Pro Tip #8: Use Economic Value Added (EVA) & EVA Margin to Evaluate Farm Enterprises & the Business as a Whole
The vast majority of agriculture businesses are monocultures with one product. Regenerative agriculture business models stack multiple enterprises on the same resource base. This requires much more sophisticated financial analysis at both the startup decision making stage picking which enterprises to pursue and the ongoing management of multiple enterprises. The net result is that most regenerative agriculture ventures ultimately end up looking more like a conglomerate with multiple business lines or divisions than a traditional farm enterprise with a single product (or product class).
Allan Savory incorporated Gross Margin Analysis into Holistic Management for this application to evaluate individual enterprises:
Gross Margin = Revenues – Operating Costs
This is calculated at the enterprise level and ignores corporate overhead and treats all past investments and capital as sunk costs. This was state of the art at the time Savory developed Holistic Management. The fatal flaw of Gross Margin Analysis is that it ignores capital costs and capital. This has resulted in way too many farms with essentially 1% to negative returns on capital.
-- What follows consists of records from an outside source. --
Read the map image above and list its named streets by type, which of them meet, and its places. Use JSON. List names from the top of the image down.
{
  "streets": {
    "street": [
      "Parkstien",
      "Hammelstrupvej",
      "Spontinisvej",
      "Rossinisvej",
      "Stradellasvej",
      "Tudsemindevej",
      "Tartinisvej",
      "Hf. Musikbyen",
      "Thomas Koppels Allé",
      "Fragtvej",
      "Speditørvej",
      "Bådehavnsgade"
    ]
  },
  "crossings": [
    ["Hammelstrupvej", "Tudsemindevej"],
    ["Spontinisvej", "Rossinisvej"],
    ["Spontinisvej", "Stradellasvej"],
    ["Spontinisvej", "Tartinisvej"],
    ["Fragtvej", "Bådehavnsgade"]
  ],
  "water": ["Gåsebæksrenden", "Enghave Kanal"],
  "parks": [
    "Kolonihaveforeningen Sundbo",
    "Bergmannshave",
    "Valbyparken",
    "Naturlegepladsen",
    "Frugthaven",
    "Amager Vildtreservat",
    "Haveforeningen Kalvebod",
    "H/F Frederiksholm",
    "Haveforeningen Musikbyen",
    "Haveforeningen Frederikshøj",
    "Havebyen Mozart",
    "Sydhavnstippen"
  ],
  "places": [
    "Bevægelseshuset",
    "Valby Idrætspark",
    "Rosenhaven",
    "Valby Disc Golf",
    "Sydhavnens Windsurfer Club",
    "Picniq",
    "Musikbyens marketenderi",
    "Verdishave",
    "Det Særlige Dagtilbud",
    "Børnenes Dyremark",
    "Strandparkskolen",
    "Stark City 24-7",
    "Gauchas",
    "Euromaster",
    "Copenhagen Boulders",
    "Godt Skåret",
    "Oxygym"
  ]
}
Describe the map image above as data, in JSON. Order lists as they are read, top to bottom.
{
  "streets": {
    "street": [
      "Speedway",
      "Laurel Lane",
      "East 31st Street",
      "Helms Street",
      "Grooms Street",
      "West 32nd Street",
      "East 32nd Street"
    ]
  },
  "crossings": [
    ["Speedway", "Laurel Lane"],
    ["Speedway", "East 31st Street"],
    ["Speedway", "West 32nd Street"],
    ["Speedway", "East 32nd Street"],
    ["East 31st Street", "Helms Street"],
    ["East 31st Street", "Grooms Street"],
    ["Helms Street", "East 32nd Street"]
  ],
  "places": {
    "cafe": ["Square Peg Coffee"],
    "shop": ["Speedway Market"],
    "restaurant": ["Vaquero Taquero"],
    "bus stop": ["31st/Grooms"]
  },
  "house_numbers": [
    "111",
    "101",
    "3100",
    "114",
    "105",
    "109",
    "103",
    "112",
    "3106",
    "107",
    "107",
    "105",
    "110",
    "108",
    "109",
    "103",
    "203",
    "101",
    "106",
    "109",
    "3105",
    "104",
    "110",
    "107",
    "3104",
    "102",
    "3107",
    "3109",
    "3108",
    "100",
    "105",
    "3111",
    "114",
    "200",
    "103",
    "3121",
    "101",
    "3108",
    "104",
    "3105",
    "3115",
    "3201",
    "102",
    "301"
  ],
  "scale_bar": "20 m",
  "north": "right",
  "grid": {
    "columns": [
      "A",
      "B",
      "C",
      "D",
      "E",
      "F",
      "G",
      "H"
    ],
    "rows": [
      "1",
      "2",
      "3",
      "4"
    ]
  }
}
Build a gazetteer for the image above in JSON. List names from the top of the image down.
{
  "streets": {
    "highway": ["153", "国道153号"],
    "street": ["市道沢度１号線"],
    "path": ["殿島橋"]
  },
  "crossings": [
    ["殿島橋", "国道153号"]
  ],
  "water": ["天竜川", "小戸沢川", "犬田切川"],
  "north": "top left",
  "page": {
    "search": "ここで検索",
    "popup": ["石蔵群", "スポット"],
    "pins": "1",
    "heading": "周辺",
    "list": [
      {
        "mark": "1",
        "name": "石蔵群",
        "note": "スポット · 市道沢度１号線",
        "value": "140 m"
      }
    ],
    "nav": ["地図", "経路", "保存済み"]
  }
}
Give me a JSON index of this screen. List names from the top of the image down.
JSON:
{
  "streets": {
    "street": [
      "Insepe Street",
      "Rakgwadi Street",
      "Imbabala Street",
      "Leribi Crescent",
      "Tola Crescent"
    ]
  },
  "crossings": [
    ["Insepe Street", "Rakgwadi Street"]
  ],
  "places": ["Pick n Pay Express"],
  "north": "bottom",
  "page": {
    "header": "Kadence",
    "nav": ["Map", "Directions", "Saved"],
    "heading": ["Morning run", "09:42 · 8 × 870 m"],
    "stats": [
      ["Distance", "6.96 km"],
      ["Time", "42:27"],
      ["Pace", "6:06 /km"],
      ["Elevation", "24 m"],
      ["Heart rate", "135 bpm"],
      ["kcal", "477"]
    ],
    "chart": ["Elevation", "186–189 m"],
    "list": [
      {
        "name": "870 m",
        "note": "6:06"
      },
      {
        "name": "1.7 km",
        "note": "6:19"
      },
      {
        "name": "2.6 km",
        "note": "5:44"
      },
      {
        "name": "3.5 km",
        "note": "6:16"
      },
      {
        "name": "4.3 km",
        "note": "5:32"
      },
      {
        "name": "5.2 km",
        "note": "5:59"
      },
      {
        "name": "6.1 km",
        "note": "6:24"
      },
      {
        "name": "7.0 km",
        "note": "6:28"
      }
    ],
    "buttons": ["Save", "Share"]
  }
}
Fortunately, there is a better approach, Economic Value Added (EVA), that was developed by Bennett Stewart and Joel Stern at Stern Stewart (a very high-end corporate strategy consulting firm) in the late 1980s. EVA is calculated as follows:
Economic Value Added = Revenues – Operating Costs – [Weighted Average Cost of Capital * Total Capital]
Note that there are three sets of adjustments:
- Leases are added back to the capital base as the present value of the remaining obligation.
- Advertising, R&D expenses, new product development expenses, and employee training expenses are removed from operating expenses and are capitalized over five years instead of being expensed the year the cash is spent.
- Restructuring expenses are treated as capital investment.
EVA consistently measures value creation. You want to maximize EVA. This measure works at both the business as a whole and at individual operating units.
EVA Margin is a second measure that is valuable:
EVA Margin = EVA / Total Revenues
Note that for most companies, EVA Margin is in the single digits with about half having EVA margins below 1%.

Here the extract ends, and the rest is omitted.